In the Mediterranean Sea, there is a wide variety of marine wildlife. However, one does not need to go deep within the depths of the sea to witness a stunning ecosystem. Some of it can be seen on Greece’s beaches. While swimming at the one of the many beaches in Afiartis, Karpathos, I came across one example of a beautifully unique marine creature, the sea urchin.
Taxonomically, sea urchins belong to the phylum Echinodermata and the class Echinoidea. There are more than 700 different species of sea urchins found all over the world. Some sea urchins belong to the family Diadematoida, and the genus Diadema. Sea urchins of this genera are found in tropic areas, mainly in shallow reefs on sand, stones or coral. As well, other sea urchins are from the genus Centrostephanus and are found in temperate and subtropical areas of the world. One specific sea urchin from this genus, C. longispinus, is found in European Mediterranean. They are typically found in rocky areas, which is where I had found the sea urchins in Afiartis. Another sea urchin that can be found in the Mediterranean are Paracentrotus lividus, also known as the “purple sea urchin”. They are also found in the Northeastern Atlantic area.
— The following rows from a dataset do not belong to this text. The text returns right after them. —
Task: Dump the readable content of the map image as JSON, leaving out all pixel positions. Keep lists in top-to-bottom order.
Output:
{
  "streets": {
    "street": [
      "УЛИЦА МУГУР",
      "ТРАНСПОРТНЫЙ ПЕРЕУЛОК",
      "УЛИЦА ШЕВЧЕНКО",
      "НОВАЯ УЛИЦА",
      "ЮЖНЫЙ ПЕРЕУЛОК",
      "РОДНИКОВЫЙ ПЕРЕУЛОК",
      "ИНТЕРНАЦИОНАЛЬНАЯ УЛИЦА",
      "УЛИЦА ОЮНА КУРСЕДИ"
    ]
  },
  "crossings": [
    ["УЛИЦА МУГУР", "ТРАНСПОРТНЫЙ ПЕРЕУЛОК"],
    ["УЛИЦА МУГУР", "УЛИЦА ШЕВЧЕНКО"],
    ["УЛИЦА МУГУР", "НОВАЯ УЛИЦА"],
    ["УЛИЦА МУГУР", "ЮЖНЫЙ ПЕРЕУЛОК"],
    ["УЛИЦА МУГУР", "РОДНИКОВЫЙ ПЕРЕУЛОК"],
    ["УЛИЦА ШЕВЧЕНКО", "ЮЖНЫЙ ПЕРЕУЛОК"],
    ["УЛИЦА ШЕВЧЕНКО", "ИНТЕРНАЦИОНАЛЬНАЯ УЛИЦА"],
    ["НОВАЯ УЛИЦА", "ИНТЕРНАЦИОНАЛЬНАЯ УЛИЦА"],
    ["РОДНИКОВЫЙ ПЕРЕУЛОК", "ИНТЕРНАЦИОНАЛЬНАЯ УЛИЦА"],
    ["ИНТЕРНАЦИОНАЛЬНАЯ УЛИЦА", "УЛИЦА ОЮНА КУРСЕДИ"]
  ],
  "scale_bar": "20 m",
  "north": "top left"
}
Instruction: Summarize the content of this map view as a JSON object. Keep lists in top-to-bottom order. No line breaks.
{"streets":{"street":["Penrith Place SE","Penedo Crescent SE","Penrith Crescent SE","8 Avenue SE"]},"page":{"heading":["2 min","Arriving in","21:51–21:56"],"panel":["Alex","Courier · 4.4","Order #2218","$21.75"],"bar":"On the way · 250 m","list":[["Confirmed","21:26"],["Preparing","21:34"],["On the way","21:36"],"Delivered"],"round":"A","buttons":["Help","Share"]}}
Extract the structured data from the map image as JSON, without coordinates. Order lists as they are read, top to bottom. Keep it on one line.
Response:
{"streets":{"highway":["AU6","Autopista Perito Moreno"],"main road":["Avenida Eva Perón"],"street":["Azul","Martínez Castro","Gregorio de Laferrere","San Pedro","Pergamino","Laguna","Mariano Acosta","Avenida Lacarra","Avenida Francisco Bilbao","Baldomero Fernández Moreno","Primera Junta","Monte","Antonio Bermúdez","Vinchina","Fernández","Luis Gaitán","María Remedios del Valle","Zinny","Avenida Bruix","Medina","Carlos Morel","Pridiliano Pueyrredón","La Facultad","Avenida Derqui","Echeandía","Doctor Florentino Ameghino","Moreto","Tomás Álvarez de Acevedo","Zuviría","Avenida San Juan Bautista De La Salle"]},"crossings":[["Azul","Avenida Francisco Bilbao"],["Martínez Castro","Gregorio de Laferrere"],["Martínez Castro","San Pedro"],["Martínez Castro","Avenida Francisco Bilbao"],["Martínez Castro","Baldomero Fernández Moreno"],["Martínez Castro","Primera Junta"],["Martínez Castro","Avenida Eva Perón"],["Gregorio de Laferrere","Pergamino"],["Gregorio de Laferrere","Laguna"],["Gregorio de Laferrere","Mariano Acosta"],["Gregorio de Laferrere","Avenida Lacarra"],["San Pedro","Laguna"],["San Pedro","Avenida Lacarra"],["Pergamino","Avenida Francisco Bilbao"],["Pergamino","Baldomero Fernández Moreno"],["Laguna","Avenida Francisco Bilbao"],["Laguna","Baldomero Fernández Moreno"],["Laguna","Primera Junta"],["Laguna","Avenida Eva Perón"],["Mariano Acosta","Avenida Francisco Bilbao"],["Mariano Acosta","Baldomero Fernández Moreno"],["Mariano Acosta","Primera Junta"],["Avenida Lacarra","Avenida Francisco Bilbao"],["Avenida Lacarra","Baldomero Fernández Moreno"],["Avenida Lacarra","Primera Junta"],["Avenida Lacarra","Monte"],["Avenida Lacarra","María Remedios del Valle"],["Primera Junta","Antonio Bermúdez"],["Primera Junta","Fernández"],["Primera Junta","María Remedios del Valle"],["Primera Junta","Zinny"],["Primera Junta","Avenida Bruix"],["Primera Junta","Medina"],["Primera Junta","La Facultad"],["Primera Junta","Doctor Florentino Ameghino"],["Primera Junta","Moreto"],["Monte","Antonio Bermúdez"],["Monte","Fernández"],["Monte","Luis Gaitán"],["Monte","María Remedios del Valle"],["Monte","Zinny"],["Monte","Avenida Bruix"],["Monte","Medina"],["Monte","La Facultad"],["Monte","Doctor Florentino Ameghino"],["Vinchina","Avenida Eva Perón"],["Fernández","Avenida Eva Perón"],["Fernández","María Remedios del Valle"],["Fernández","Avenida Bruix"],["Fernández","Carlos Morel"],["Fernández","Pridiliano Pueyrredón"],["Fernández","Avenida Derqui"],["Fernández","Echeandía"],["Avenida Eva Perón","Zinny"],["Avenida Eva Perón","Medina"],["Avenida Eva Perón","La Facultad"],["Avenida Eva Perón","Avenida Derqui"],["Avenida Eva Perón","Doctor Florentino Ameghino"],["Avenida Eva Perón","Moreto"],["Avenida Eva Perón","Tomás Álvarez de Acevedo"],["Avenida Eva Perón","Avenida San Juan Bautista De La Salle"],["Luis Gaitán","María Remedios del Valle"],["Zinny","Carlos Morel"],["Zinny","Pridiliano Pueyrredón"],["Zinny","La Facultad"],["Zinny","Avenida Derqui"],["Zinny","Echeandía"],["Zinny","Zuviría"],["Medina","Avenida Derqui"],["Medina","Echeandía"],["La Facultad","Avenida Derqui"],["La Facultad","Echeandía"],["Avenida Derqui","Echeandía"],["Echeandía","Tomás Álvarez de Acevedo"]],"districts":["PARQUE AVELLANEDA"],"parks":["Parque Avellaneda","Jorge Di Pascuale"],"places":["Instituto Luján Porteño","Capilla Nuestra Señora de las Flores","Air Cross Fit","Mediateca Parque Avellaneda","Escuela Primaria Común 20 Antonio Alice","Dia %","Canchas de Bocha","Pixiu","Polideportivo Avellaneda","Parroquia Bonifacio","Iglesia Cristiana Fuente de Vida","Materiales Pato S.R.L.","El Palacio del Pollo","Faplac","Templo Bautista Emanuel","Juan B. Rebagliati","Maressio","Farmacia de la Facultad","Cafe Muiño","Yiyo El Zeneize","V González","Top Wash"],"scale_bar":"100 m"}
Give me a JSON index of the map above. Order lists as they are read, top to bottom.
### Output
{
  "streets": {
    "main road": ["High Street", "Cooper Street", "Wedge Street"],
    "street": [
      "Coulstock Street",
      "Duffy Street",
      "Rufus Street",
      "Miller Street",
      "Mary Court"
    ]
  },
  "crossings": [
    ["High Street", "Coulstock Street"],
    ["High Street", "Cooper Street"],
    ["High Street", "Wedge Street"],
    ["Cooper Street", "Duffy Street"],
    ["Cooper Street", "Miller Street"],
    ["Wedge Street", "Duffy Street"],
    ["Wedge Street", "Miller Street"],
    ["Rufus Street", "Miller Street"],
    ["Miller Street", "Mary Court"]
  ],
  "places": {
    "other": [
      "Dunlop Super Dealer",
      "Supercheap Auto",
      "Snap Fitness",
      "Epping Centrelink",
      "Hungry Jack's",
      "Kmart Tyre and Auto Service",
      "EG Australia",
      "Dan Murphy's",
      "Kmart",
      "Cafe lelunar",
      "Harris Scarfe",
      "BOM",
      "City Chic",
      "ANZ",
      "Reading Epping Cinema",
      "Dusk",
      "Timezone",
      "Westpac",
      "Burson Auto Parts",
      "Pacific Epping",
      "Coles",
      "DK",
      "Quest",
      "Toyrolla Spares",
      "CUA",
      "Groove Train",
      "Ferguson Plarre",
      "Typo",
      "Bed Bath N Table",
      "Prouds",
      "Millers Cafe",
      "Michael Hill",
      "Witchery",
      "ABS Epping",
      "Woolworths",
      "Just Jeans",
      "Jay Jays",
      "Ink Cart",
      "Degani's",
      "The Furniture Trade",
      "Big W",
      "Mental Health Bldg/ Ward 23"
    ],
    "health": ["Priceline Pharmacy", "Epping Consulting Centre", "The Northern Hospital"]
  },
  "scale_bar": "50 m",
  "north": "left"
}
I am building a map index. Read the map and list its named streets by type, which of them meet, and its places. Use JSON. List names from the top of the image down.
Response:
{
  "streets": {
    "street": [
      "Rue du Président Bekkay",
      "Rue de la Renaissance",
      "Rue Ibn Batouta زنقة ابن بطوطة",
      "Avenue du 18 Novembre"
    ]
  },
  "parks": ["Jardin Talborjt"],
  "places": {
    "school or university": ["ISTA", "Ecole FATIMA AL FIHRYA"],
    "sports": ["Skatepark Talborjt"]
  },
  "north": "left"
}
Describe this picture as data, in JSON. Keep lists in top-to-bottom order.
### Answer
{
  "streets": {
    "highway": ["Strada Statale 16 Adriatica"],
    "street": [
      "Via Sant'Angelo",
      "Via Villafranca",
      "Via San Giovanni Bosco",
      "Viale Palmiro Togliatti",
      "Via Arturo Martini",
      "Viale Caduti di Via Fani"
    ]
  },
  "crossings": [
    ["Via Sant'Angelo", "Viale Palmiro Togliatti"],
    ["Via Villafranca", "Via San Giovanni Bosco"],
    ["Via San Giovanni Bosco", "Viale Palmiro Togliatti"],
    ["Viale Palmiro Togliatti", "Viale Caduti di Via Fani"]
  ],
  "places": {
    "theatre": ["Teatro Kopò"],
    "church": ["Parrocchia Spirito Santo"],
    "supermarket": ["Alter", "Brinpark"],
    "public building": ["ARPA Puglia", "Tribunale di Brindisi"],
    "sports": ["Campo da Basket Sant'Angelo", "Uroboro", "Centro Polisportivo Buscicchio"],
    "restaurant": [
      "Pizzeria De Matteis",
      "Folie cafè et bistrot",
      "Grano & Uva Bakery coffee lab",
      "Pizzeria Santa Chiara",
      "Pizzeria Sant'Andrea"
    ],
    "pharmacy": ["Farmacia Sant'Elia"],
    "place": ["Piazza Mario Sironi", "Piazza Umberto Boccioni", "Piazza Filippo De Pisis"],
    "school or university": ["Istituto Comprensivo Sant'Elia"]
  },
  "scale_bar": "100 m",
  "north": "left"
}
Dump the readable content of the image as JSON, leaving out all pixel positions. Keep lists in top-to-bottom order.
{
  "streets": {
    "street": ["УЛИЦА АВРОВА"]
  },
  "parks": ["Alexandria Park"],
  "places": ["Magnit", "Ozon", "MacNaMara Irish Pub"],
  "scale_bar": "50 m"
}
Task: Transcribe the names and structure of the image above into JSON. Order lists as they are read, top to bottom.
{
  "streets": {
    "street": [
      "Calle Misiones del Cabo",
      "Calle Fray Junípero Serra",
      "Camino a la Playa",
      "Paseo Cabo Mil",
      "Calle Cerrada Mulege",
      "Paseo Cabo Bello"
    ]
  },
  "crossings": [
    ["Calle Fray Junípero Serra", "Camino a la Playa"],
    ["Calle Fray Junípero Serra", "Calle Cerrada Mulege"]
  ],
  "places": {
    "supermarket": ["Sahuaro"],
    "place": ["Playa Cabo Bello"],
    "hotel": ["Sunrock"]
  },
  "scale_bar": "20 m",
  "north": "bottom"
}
Sea urchins come in many colors (such as black, red, brown, purple, and pink) and a variety of sizes. They are small and spherical in shape, with a diameter of between 3-10 cm. For a small animal, their bodies are complex. They are covered by a spiny shell referred to as a “test”. The shells inside the test are made of plates that are fitted close together and are used for protection against injuries. The spines on the outside of the shell are responsible for camouflaging or protecting the sea urchin from predators. Additionally, present at the bottom of their bodies are five teeth that help them consume algae and other nutrients. Another interesting characteristic of the sea urchins’ body is their “tube feet”. These are found on the outside of the sea urchin’s body, and are longer than their spines. These allow sea urchins to breathe, move around, attach to the ocean’s floor, and receive food.
Sea urchins can be found in salt water, as well as kelp forests, sea grass beds, and the bottom of the sea. Their diet is slightly different with each environment they live in. For instance, sea urchins that live in rocky areas typically eat algae, sea grass, and marine invertebrates. In coral reefs, they feed on algae and small shellfish that can be found within the corals. On the bottom of the ocean, they consume algae, plants, and dead fish. As well as preying on certain animals, some sea urchins have predators, such as otters or seagulls. The sea urchins mainly targeted by predators are those above the surface on rocky crevices. Conversely, those found on the bottom of the ocean have less predators and due to this, live significantly longer than others, with some having been thought to live for up to 200 years.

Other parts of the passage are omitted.